荷馬車は速度を上げてサイラス達へと突っ込み、荷馬車の馬とぶつかる瞬間、サイラス達は左右へと飛び退き間一髪で接触を避ける事が出来た。
「くそっやってくれるぜ。ハービット、止められるか?」
「まーかせてよっ」
そう言ってハービットは荷馬車へ振り返ると、手を伸ばし精霊語を唱える。
「大地の精霊ノームよ、我に力を『ホールスペース』」
ハービットの叫びが木霊し、闇の中へと消えてゆく…すると、前方を走る荷馬車の後輪片側の地面に突如、大きな穴が出現し、荷馬車の車輪が吸い込まれる。そして、車輪が落ちたまま荷馬車は引かれ、その勢いで車輪が弾け飛んだ。
ザザザザザー
馬は荷馬車を引きずりながら暫く進むと止まり、御者の二人が逃げていく。それを見て、ハービットは透かさず『バインディング』【目標拘束】の精霊魔法を唱える。すると黒ローブの御者2人は、足下から発生した植物の蔓に巻き付かれ、身動き出来ない状態となった。

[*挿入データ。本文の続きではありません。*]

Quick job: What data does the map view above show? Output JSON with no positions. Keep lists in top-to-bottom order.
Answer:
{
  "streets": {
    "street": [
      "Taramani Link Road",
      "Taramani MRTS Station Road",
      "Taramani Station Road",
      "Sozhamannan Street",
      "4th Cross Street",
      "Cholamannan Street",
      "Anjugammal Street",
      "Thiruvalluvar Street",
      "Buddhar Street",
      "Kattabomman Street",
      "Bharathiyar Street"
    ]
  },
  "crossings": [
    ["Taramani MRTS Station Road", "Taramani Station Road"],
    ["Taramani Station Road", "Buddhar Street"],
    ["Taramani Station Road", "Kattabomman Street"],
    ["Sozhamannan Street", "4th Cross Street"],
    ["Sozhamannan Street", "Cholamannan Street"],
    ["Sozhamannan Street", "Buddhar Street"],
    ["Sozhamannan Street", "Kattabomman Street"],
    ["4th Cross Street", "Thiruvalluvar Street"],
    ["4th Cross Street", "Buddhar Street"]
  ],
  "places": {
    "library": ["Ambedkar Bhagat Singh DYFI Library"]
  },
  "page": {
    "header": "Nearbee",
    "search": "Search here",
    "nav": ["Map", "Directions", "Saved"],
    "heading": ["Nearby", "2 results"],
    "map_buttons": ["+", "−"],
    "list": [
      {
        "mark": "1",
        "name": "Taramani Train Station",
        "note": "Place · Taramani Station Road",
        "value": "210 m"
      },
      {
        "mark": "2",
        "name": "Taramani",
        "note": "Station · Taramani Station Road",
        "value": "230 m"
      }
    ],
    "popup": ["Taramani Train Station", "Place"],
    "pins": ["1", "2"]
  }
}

サイラスは荷馬車に乗り込むと、ブドウに埋もれる樽の蓋が外れており、その中に拐われたと思われる子供の姿を確認出来た。
御者を捕まえようと指を鳴らしながら歩くマーベラに向かってサイラスは「子供達が居たぞ」と声を掛け、マーベラは「おうっ、こっちの2人は任せろ」そう言って、片手を挙げた次の瞬間…
ドカッ
マーベラの腹を突き破ってカラスの足に似た4本指をした腕が、赤い血を滴らせながら現れる。マーベラの後ろを歩いていたハービットは、顔を真っ青にし、両手で口を塞ぎ声にならない声を漏らす。
腹を突き破った腕が引き抜かれ、マーベラは「うぅぅぅ」と声を洩らし、穴の空いたお腹を抑え、両膝を着き前のめりに倒れた。

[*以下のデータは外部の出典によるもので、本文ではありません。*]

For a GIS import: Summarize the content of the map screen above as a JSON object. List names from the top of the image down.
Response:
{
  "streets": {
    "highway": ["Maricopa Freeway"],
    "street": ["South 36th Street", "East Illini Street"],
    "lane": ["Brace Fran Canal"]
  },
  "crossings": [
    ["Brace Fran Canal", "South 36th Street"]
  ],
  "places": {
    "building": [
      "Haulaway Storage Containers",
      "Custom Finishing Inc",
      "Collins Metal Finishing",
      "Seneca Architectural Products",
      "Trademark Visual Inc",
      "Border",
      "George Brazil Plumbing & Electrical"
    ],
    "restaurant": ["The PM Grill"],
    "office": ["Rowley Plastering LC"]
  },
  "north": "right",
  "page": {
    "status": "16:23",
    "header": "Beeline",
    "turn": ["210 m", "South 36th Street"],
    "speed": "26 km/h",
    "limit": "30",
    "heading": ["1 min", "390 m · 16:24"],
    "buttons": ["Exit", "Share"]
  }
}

倒れたマーベラの後ろから姿を現したのは、薄暗い月明かりの下だからこそ更に暗く全身真っ黒の出で立ち、蝙蝠の様な羽を生やし鬼の角を伸ばした様な頭、爬虫類の様にギザギザな肌をした紛れもなく悪魔。
悪魔/デーモンなどは、高レベルの冒険者が万全の態勢で闘いを挑んで勝負する相手、この様な状況で闘う相手では無いことは、冒険者ならば熟知している。
サイラスは、怒りに歯を噛み締め荷馬車から地面へと飛び降りると、剣を抜きデーモンへと斬りかかる。
だが、サイラスの剣がデーモンに届くよりも早くデーモンの蹴りがサイラスの腹へと当たり、サイラスは吹き飛んだ。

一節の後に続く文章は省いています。